UniMoD addresses the high computational cost of unified multimodal transformers by introducing a task-aware token pruning framework. By analyzing attention patterns, layer importance, and cross-task interactions, it designs per-task MoD blocks and a layer-switching strategy guided by ARank to prune tokens adaptively. The approach yields substantial FLOP savings (e.g., ~15% in Show-o and ~40% in Emu3) with maintained or improved benchmark performance across MMU and T2I tasks and is extendable to diffusion-based generation models. This technique offers a practical path to efficient training of versatile multimodal models without sacrificing effectiveness.

Abstract

Unified multimodal transformers, which handle both generation and understanding tasks within a shared parameter space, have received increasing attention in recent research.

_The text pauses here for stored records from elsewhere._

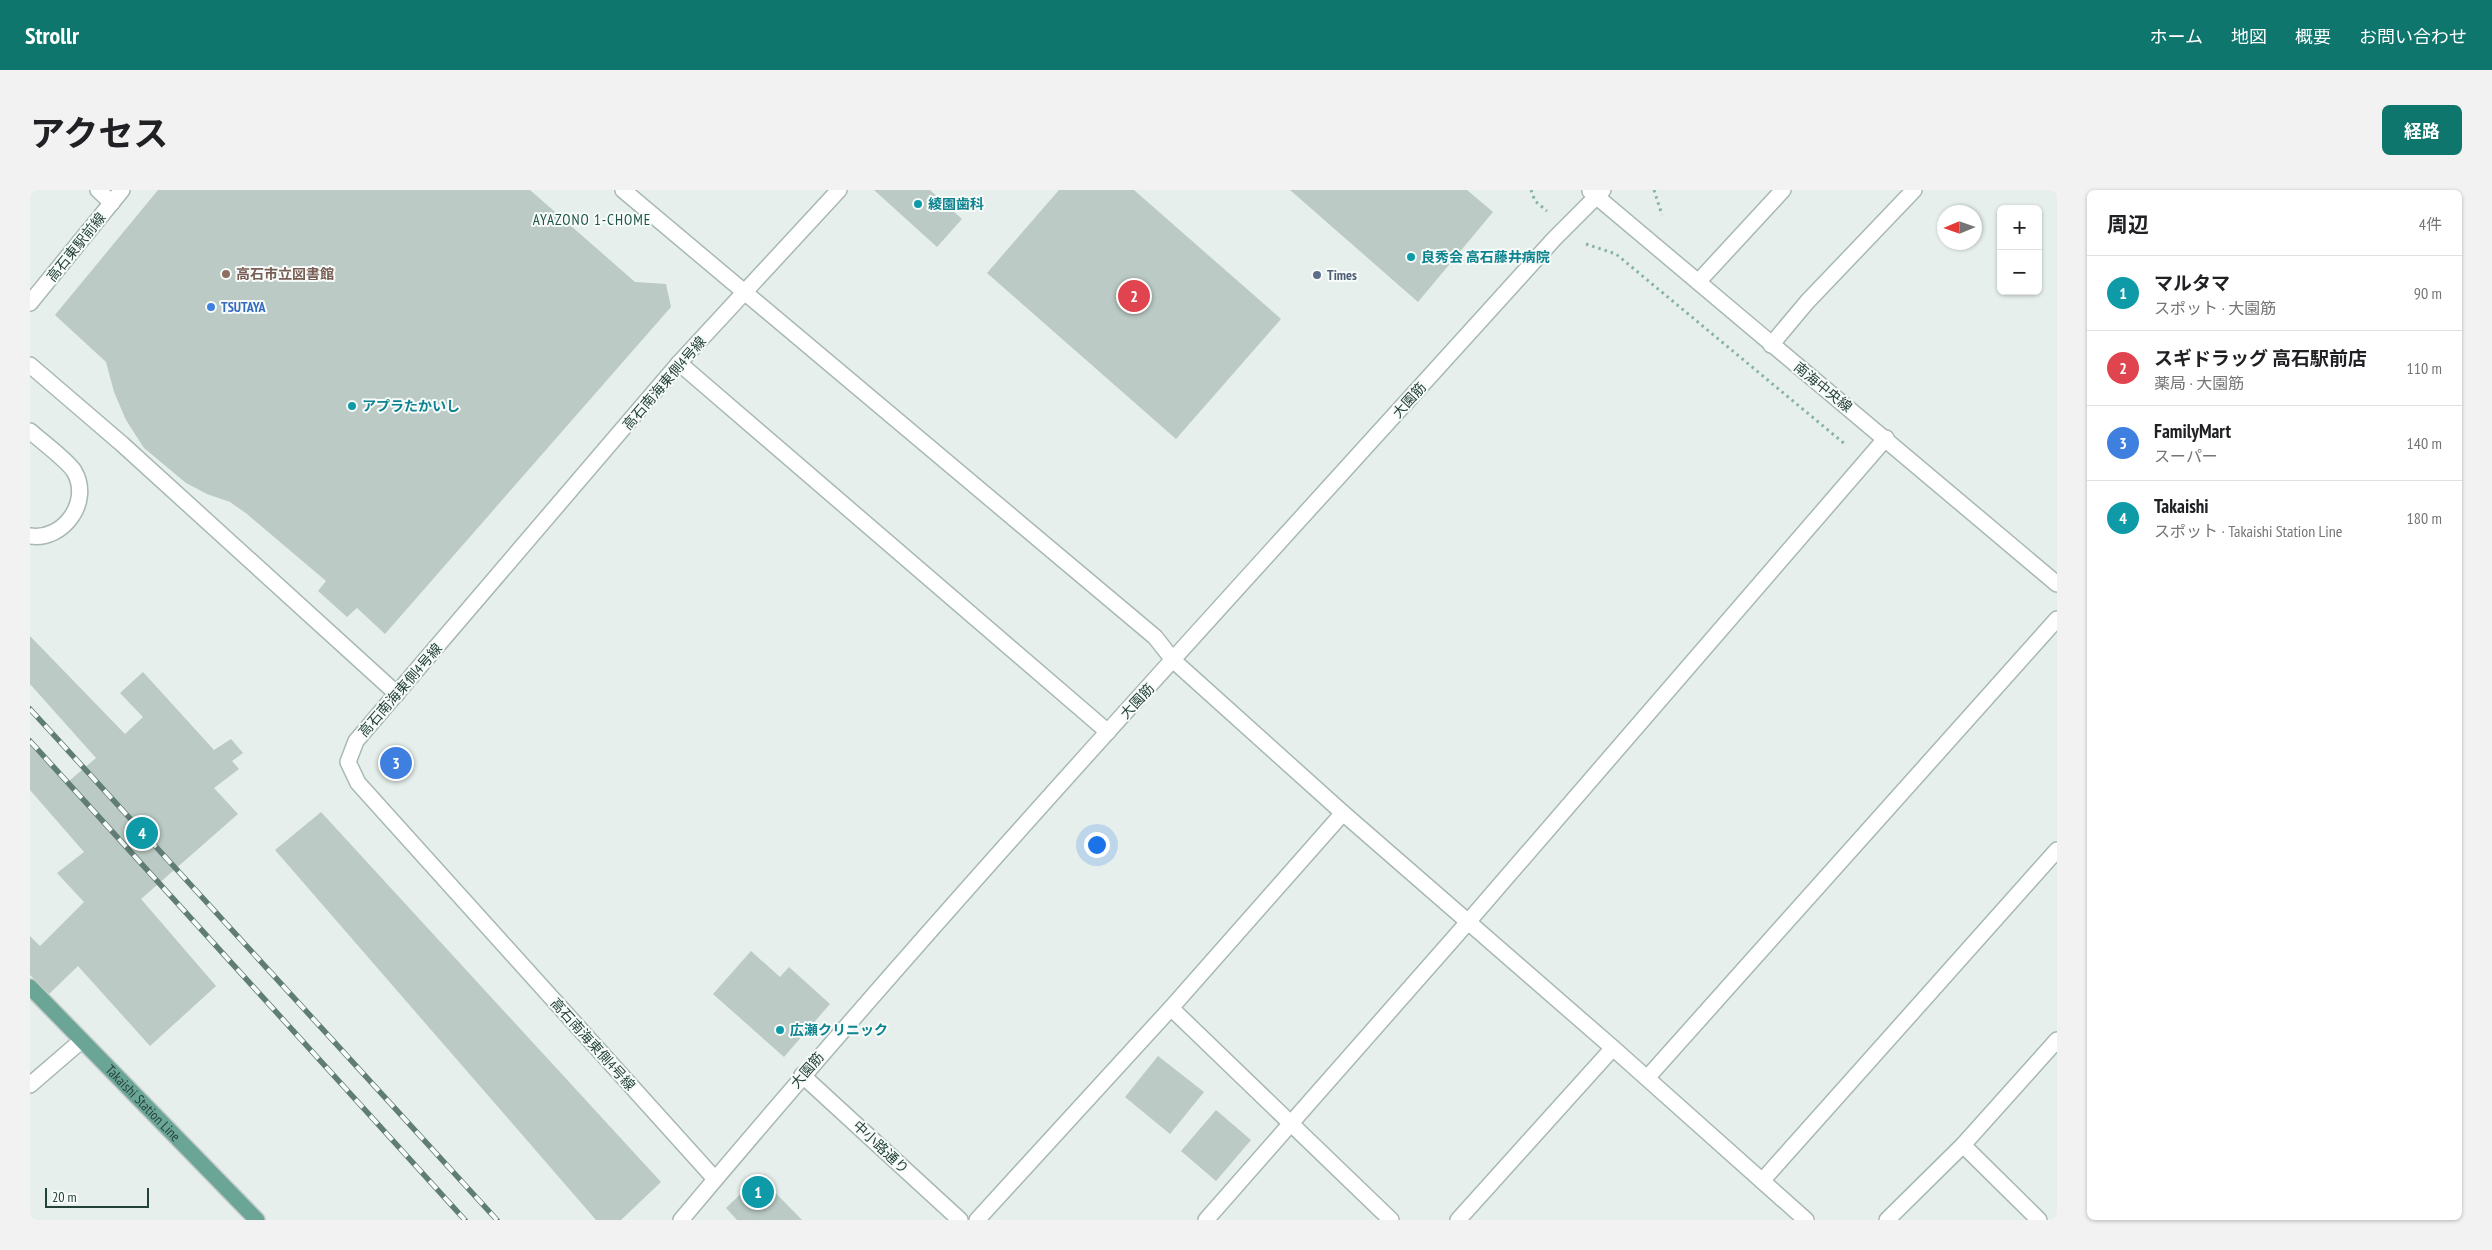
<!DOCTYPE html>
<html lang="ja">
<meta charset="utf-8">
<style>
:root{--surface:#fff;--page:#f2f2f2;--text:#202124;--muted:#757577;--line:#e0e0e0;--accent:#0f766e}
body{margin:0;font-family:"PT Sans Narrow","Noto Sans JP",sans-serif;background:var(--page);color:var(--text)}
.controls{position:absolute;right:15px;top:15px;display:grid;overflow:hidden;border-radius:8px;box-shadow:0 1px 4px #0004}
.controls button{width:45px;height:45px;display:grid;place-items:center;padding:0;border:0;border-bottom:1px solid var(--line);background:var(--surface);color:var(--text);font:25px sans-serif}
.compass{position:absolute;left:1907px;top:15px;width:45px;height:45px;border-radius:50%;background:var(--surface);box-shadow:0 1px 4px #0004;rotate:268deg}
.scale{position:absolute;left:15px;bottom:12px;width:104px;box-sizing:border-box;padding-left:5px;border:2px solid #24423a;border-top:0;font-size:14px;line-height:18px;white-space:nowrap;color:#24423a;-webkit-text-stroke:4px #f7fbf9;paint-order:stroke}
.you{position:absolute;left:1066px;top:654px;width:18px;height:18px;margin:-12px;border:4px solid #fff;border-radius:50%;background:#1a73e8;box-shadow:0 0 0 8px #1a73e833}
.badge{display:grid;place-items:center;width:32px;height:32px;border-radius:50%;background:var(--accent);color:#fff;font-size:16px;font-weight:700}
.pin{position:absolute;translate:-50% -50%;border:2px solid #fff;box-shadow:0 1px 5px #0006}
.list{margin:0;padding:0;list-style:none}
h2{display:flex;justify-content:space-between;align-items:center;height:65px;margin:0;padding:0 20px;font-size:21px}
h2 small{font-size:16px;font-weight:400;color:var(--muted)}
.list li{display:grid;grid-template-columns:32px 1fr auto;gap:15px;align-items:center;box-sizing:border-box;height:75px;padding:0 20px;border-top:1px solid var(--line)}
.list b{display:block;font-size:19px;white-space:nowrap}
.list p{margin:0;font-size:16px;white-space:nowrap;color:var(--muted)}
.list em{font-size:16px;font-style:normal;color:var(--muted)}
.map{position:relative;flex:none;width:2027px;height:1030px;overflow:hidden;border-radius:8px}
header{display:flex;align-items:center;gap:30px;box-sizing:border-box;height:70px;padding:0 25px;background:var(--accent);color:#fff}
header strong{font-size:24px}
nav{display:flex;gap:28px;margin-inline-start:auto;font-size:18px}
.intro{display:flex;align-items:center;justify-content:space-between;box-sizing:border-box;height:120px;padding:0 30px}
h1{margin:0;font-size:35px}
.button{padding:12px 22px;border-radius:8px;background:var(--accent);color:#fff;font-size:18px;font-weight:700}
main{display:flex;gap:30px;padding:0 30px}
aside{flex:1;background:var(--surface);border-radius:8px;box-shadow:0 1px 4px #0004}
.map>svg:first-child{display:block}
.building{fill:#bbcac4}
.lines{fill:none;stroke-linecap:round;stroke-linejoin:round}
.minor-casing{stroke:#a8b8b2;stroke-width:18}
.major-casing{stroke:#c2cac8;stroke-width:18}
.path{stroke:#86b3a5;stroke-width:3;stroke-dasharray:2.5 4;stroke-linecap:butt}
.minor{stroke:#fff;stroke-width:15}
.major{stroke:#6aa596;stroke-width:15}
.rail-casing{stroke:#5f7d75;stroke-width:5.5}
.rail{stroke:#f7fbf9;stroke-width:4;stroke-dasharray:11;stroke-linecap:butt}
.culture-dot{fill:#0f9aa8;stroke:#f7fbf9;stroke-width:2}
.education-dot{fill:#8d6e63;stroke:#f7fbf9;stroke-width:2}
.service-dot{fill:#5c6f8a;stroke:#f7fbf9;stroke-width:2}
.shop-dot{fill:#3f7fe0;stroke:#f7fbf9;stroke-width:2}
.labels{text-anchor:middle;stroke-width:4;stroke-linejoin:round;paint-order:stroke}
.culture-label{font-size:14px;font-weight:bold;fill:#0d838f;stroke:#f7fbf9;text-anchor:start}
.street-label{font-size:14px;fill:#24423a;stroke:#f7fbf9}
.education-label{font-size:14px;font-weight:bold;fill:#785e54;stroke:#f7fbf9;text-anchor:start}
.service-label{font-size:14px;font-weight:bold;fill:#4e5e75;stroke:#f7fbf9;text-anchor:start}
.shop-label{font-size:14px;font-weight:bold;fill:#366cbe;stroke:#f7fbf9;text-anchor:start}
.neighbourhood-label{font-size:15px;letter-spacing:1px;fill:#1f5548;stroke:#f7fbf9}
</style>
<header>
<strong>Strollr</strong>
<nav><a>ホーム</a><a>地図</a><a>概要</a><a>お問い合わせ</a></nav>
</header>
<div class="intro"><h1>アクセス</h1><a class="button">経路</a></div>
<main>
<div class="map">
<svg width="2027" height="1030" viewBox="0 0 2027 1030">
<rect width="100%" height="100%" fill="#e6efeb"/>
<g class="building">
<path d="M128,0h372l105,92 31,2 5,23 -286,327 -28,-26 -10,9 -29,-26 8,-10 -79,-67 -17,-12 -23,-8 -21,-11 -42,-35 -18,-28 -12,-28 -8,-30 -51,-47z"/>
<path d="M844,0h56l32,29 -25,28z"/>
<path d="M1029,0h75l147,129 -105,120 -189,-166z"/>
<path d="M1260,0h177l26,22 -75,90z"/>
<path d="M0,446l95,98 18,-17 -23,-24 23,-21 71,78 17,-11 12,14 -11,8 7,8 -25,19 24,26 -97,85 75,87 -66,60 -72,-80 -29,28 -19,-19v-39l10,10 44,-44 -27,-29 27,-21 -54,-62v-52l39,43 27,-23 -66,-74z"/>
<path d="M291,622l340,370 -40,38h-25l-321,-370z"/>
<path d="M721,761l29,26 9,-10 41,37 -46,53 -71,-63z"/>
<path d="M1128,866l46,36 -34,42 -45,-37z"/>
<path d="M1186,920l35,30 -35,41 -35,-30z"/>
<path d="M729,986l43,44h-65l-11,-12z"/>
</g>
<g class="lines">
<defs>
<g id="minor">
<path d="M68,0l14,13"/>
<path d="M593,0l532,447 19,24 169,152 270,235 193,172"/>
<path d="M1560,1l467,393"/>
<path d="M1668,92l85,-92"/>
<path d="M0,113l92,-113"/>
<path d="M1741,155l36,-43 107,-112"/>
<path d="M649,173l429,369"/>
<path d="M0,175l92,79 275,250"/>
<path d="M0,241c11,10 37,29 44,40 18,30 -10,70 -44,65"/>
<path d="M1141,818l220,212"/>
<path d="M772,885l158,145"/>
<path d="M1617,888l410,-459"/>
<path d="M0,895l51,-44"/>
<path d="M1933,955l76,75"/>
<path d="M685,989l-357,-396 -10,-21 8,-21 323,-378 160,-173"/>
<path d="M1732,991l295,-331"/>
<path d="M651,1030c281,-335 580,-656 873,-981l49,-49"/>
<path d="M947,1030l194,-212 172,-195"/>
<path d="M1176,1030l262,-298 418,-484"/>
<path d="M1428,1030l155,-172"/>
<path d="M1857,1030l76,-75 94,-105"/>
</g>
<g id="major">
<path id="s1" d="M0,797l227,233"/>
</g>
</defs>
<use href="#minor" class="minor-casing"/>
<use href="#major" class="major-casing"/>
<g class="path">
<path d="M1501,0l4,11 12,10"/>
<path d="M1624,0l8,25"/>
<path d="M1556,54l30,10 230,191"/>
</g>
<use href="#minor" class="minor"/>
<use href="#major" class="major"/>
<defs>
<g id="rail">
<path d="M0,519l467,511"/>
<path d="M0,551l435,479"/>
</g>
</defs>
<use href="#rail" class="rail-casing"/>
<use href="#rail" class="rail"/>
</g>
<g class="culture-dot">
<circle cx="888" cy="14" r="5"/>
<circle cx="1381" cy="67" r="5"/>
<circle cx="322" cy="216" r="5"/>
<circle cx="750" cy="840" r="5"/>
</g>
<circle class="education-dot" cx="196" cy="84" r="5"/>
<circle class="service-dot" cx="1287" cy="85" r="5"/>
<circle class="shop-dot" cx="181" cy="117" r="5"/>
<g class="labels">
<g class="culture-label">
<text x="898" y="19">綾園歯科</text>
<text x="1391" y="72">良秀会 高石藤井病院</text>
<text x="332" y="221">アプラたかいし</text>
<text x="760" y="845">広瀬クリニック</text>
</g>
<g class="street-label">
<text transform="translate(46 57) rotate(-51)" y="5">高石東駅前線</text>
<text transform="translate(634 193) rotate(-49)" y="5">高石南海東側4号線</text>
<text transform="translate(1793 197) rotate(39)" y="5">南海中央線</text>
<text transform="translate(1379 210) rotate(-48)" y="5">大園筋</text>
<text transform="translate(370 500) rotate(-49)" y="5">高石南海東側4号線</text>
<text transform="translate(1107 511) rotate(-47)" y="5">大園筋</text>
<text transform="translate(563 854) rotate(48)" y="5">高石南海東側4号線</text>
<text transform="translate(777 880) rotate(-49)" y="5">大園筋</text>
<text dy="5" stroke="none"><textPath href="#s1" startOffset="162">Takaishi Station Line</textPath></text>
<text transform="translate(851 957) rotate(43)" y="5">中小路通り</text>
</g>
<g class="education-label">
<text x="206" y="89">高石市立図書館</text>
</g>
<g class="service-label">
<text x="1297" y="90">Times</text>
</g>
<g class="shop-label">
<text x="191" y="122">TSUTAYA</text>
</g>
<g class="neighbourhood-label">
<text x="562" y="35">AYAZONO 1-CHOME</text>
</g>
</g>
</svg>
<div class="controls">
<button>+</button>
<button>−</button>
</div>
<svg class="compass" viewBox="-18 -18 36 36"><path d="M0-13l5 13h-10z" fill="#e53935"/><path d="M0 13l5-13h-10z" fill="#757577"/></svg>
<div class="scale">20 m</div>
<div class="you"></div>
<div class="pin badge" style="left:728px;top:1002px;background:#0f9aa8">1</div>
<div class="pin badge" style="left:1104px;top:106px;background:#e0444e">2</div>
<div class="pin badge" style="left:366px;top:573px;background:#3f7fe0">3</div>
<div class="pin badge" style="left:112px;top:643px;background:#0f9aa8">4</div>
</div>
<aside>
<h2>周辺<small>4件</small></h2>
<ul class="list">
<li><span class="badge" style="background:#0f9aa8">1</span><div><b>マルタマ</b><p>スポット · 大園筋</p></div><em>90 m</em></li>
<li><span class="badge" style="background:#e0444e">2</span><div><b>スギドラッグ 高石駅前店</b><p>薬局 · 大園筋</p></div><em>110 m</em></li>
<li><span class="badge" style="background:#3f7fe0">3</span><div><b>FamilyMart</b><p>スーパー</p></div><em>140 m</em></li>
<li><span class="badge" style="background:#0f9aa8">4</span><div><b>Takaishi</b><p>スポット · Takaishi Station Line</p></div><em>180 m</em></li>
</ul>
</aside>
</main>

Although various unified transformers have been proposed, training these models is costly due to redundant tokens and heavy attention computation. In the past, studies on large language models have demonstrated that token pruning methods, such as Mixture of Depths (MoD), can significantly improve computational efficiency. MoD employs a router to select the most important ones for processing within a transformer layer. However, directly applying MoD-based token pruning to unified transformers will result in suboptimal performance because different tasks exhibit varying levels of token redundancy. In our work, we analyze the unified transformers by (1) examining attention weight patterns, (2) evaluating the layer importance and token redundancy, and (3) analyzing task interactions. Our findings reveal that token redundancy is primarily influenced by different tasks and layers. Building on these findings, we introduce UniMoD, a task-aware token pruning method that employs a separate router for each task to determine which tokens should be pruned. We apply our method to Show-o and Emu3, reducing training FLOPs by approximately 15% in Show-o and 40% in Emu3, while maintaining or improving performance on several benchmarks. Code will be released at https://github.com/showlab/UniMoD.

Paper Structure

This paper contains 22 sections, 8 equations, 5 figures, 7 tables.

Figures (5)

  • Figure 1: (a) Pipeline and challenges of applying Mixture of Depths (MoD) to unified transformers. A single router prunes tokens across tasks and layers, leading to suboptimal performance due to inconsistent token redundancy. (b) Two key observations from our experiments on unified transformers, providing critical insights for our proposed method.
  • Figure 2: Attention weight for text and image tokens across different transformer layers for two tasks: Multi-Modal Understanding (MMU, top row) and Text-to-Image generation (T2I, bottom row). Each curve represents one token type, showing how attention allocation changes with model, layer index, and task.
  • Figure 3: ARank variations across different layers for four unified transformers: Show-o, JanusFlow, Emu3, and Lumina-mgpt. ARank, defined as the rank of the attention map, represents sequence redundancy within each layer. Higher ARank values indicate lower sequence redundancy within each layer.
  • Figure 4: Pipeline of UniMoD. The Layer Switch Module transforms dense transformer layers into three specialized types: T2I MoD layers for Text-to-Image (T2I) generation, MMU MoD layers for Multi-Modal Understanding (MMU), and Shared MoD layers for both tasks. For each task, task-aware routers with distinct capacities prune tokens of different modalities, thereby enhancing computational efficiency and maintaining performance across tasks.
  • Figure 5: Token weight assignment using Gumbel Softmax. A higher number of tokens assigned a weight of 1 across layers indicates greater importance of generation task tokens compared to understanding task tokens.